DATA SHOWN: Begin
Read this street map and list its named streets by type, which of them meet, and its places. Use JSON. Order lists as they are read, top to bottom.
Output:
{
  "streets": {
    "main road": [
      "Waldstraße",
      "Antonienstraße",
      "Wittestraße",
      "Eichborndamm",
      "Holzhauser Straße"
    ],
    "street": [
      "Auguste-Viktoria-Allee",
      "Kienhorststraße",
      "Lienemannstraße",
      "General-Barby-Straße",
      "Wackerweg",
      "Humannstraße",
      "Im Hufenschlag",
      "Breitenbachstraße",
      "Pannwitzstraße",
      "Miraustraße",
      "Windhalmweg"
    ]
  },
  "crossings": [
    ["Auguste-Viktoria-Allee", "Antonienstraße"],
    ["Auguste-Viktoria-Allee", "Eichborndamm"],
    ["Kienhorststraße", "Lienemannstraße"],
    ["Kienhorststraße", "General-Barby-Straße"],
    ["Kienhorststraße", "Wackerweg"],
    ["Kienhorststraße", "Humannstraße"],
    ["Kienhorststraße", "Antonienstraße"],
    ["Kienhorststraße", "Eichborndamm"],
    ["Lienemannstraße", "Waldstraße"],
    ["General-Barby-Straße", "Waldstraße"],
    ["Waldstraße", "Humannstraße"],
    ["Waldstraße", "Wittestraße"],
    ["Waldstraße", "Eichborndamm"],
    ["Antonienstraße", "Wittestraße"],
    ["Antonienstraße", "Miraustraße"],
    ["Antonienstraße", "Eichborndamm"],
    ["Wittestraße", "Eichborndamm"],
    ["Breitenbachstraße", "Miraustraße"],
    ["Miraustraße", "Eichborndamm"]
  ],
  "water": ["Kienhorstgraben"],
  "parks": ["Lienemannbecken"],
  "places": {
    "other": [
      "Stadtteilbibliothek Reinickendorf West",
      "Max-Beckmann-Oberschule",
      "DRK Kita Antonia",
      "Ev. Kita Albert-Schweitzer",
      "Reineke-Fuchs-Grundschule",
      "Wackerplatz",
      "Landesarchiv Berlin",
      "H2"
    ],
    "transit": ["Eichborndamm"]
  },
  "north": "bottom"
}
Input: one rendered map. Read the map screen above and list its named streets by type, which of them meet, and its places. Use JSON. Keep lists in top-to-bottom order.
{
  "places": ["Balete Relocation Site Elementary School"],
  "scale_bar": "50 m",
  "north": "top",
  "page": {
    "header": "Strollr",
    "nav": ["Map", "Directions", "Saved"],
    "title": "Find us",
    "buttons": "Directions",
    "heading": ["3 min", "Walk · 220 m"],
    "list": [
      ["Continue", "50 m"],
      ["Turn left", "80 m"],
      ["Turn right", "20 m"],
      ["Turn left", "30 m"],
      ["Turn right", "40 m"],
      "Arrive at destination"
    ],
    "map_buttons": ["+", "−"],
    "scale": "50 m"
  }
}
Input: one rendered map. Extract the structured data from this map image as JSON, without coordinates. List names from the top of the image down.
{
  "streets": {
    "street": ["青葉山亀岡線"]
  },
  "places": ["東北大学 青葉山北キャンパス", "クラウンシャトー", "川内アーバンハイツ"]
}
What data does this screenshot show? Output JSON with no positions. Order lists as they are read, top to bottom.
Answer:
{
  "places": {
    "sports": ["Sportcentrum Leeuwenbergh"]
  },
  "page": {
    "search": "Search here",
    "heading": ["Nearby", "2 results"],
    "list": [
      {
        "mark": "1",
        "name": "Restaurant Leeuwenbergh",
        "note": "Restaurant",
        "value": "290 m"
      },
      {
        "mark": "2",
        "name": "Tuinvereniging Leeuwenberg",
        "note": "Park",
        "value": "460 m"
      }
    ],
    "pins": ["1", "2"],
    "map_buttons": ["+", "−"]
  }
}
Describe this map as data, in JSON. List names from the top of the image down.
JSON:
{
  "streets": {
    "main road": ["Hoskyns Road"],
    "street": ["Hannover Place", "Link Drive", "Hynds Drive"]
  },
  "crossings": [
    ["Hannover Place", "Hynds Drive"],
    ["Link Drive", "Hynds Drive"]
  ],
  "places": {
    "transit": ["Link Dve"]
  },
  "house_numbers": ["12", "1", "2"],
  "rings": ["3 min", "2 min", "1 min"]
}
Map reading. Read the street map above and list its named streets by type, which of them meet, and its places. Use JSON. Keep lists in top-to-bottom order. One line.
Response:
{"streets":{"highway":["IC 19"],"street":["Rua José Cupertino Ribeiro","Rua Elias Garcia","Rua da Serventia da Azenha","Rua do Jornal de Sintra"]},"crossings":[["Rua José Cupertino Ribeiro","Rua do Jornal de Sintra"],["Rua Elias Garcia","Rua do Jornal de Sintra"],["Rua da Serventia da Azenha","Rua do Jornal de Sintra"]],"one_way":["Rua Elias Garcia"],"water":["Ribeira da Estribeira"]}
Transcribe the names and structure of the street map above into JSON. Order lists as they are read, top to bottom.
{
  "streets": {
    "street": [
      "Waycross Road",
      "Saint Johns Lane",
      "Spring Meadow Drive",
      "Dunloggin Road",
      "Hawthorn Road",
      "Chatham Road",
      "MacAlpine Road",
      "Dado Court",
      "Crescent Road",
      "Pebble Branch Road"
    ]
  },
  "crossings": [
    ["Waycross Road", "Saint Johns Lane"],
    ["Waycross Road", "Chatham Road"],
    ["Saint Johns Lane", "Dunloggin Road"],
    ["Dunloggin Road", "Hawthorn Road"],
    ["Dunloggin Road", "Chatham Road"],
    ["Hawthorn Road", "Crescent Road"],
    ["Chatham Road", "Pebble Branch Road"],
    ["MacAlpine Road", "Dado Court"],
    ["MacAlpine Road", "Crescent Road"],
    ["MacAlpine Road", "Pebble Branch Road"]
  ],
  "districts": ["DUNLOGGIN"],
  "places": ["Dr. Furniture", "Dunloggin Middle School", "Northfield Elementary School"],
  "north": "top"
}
DATA SHOWN: End
## PROBLEM
Repeat the entries shown above, every one, word for word.

## RESPONSE AREA
Read this street map and list its named streets by type, which of them meet, and its places. Use JSON. Order lists as they are read, top to bottom.
Output:
{
  "streets": {
    "main road": [
      "Waldstraße",
      "Antonienstraße",
      "Wittestraße",
      "Eichborndamm",
      "Holzhauser Straße"
    ],
    "street": [
      "Auguste-Viktoria-Allee",
      "Kienhorststraße",
      "Lienemannstraße",
      "General-Barby-Straße",
      "Wackerweg",
      "Humannstraße",
      "Im Hufenschlag",
      "Breitenbachstraße",
      "Pannwitzstraße",
      "Miraustraße",
      "Windhalmweg"
    ]
  },
  "crossings": [
    ["Auguste-Viktoria-Allee", "Antonienstraße"],
    ["Auguste-Viktoria-Allee", "Eichborndamm"],
    ["Kienhorststraße", "Lienemannstraße"],
    ["Kienhorststraße", "General-Barby-Straße"],
    ["Kienhorststraße", "Wackerweg"],
    ["Kienhorststraße", "Humannstraße"],
    ["Kienhorststraße", "Antonienstraße"],
    ["Kienhorststraße", "Eichborndamm"],
    ["Lienemannstraße", "Waldstraße"],
    ["General-Barby-Straße", "Waldstraße"],
    ["Waldstraße", "Humannstraße"],
    ["Waldstraße", "Wittestraße"],
    ["Waldstraße", "Eichborndamm"],
    ["Antonienstraße", "Wittestraße"],
    ["Antonienstraße", "Miraustraße"],
    ["Antonienstraße", "Eichborndamm"],
    ["Wittestraße", "Eichborndamm"],
    ["Breitenbachstraße", "Miraustraße"],
    ["Miraustraße", "Eichborndamm"]
  ],
  "water": ["Kienhorstgraben"],
  "parks": ["Lienemannbecken"],
  "places": {
    "other": [
      "Stadtteilbibliothek Reinickendorf West",
      "Max-Beckmann-Oberschule",
      "DRK Kita Antonia",
      "Ev. Kita Albert-Schweitzer",
      "Reineke-Fuchs-Grundschule",
      "Wackerplatz",
      "Landesarchiv Berlin",
      "H2"
    ],
    "transit": ["Eichborndamm"]
  },
  "north": "bottom"
}
Input: one rendered map. Read the map screen above and list its named streets by type, which of them meet, and its places. Use JSON. Keep lists in top-to-bottom order.
{
  "places": ["Balete Relocation Site Elementary School"],
  "scale_bar": "50 m",
  "north": "top",
  "page": {
    "header": "Strollr",
    "nav": ["Map", "Directions", "Saved"],
    "title": "Find us",
    "buttons": "Directions",
    "heading": ["3 min", "Walk · 220 m"],
    "list": [
      ["Continue", "50 m"],
      ["Turn left", "80 m"],
      ["Turn right", "20 m"],
      ["Turn left", "30 m"],
      ["Turn right", "40 m"],
      "Arrive at destination"
    ],
    "map_buttons": ["+", "−"],
    "scale": "50 m"
  }
}
Input: one rendered map. Extract the structured data from this map image as JSON, without coordinates. List names from the top of the image down.
{
  "streets": {
    "street": ["青葉山亀岡線"]
  },
  "places": ["東北大学 青葉山北キャンパス", "クラウンシャトー", "川内アーバンハイツ"]
}
What data does this screenshot show? Output JSON with no positions. Order lists as they are read, top to bottom.
Answer:
{
  "places": {
    "sports": ["Sportcentrum Leeuwenbergh"]
  },
  "page": {
    "search": "Search here",
    "heading": ["Nearby", "2 results"],
    "list": [
      {
        "mark": "1",
        "name": "Restaurant Leeuwenbergh",
        "note": "Restaurant",
        "value": "290 m"
      },
      {
        "mark": "2",
        "name": "Tuinvereniging Leeuwenberg",
        "note": "Park",
        "value": "460 m"
      }
    ],
    "pins": ["1", "2"],
    "map_buttons": ["+", "−"]
  }
}
Describe this map as data, in JSON. List names from the top of the image down.
JSON:
{
  "streets": {
    "main road": ["Hoskyns Road"],
    "street": ["Hannover Place", "Link Drive", "Hynds Drive"]
  },
  "crossings": [
    ["Hannover Place", "Hynds Drive"],
    ["Link Drive", "Hynds Drive"]
  ],
  "places": {
    "transit": ["Link Dve"]
  },
  "house_numbers": ["12", "1", "2"],
  "rings": ["3 min", "2 min", "1 min"]
}
Map reading. Read the street map above and list its named streets by type, which of them meet, and its places. Use JSON. Keep lists in top-to-bottom order. One line.
Response:
{"streets":{"highway":["IC 19"],"street":["Rua José Cupertino Ribeiro","Rua Elias Garcia","Rua da Serventia da Azenha","Rua do Jornal de Sintra"]},"crossings":[["Rua José Cupertino Ribeiro","Rua do Jornal de Sintra"],["Rua Elias Garcia","Rua do Jornal de Sintra"],["Rua da Serventia da Azenha","Rua do Jornal de Sintra"]],"one_way":["Rua Elias Garcia"],"water":["Ribeira da Estribeira"]}
Transcribe the names and structure of the street map above into JSON. Order lists as they are read, top to bottom.
{
  "streets": {
    "street": [
      "Waycross Road",
      "Saint Johns Lane",
      "Spring Meadow Drive",
      "Dunloggin Road",
      "Hawthorn Road",
      "Chatham Road",
      "MacAlpine Road",
      "Dado Court",
      "Crescent Road",
      "Pebble Branch Road"
    ]
  },
  "crossings": [
    ["Waycross Road", "Saint Johns Lane"],
    ["Waycross Road", "Chatham Road"],
    ["Saint Johns Lane", "Dunloggin Road"],
    ["Dunloggin Road", "Hawthorn Road"],
    ["Dunloggin Road", "Chatham Road"],
    ["Hawthorn Road", "Crescent Road"],
    ["Chatham Road", "Pebble Branch Road"],
    ["MacAlpine Road", "Dado Court"],
    ["MacAlpine Road", "Crescent Road"],
    ["MacAlpine Road", "Pebble Branch Road"]
  ],
  "districts": ["DUNLOGGIN"],
  "places": ["Dr. Furniture", "Dunloggin Middle School", "Northfield Elementary School"],
  "north": "top"
}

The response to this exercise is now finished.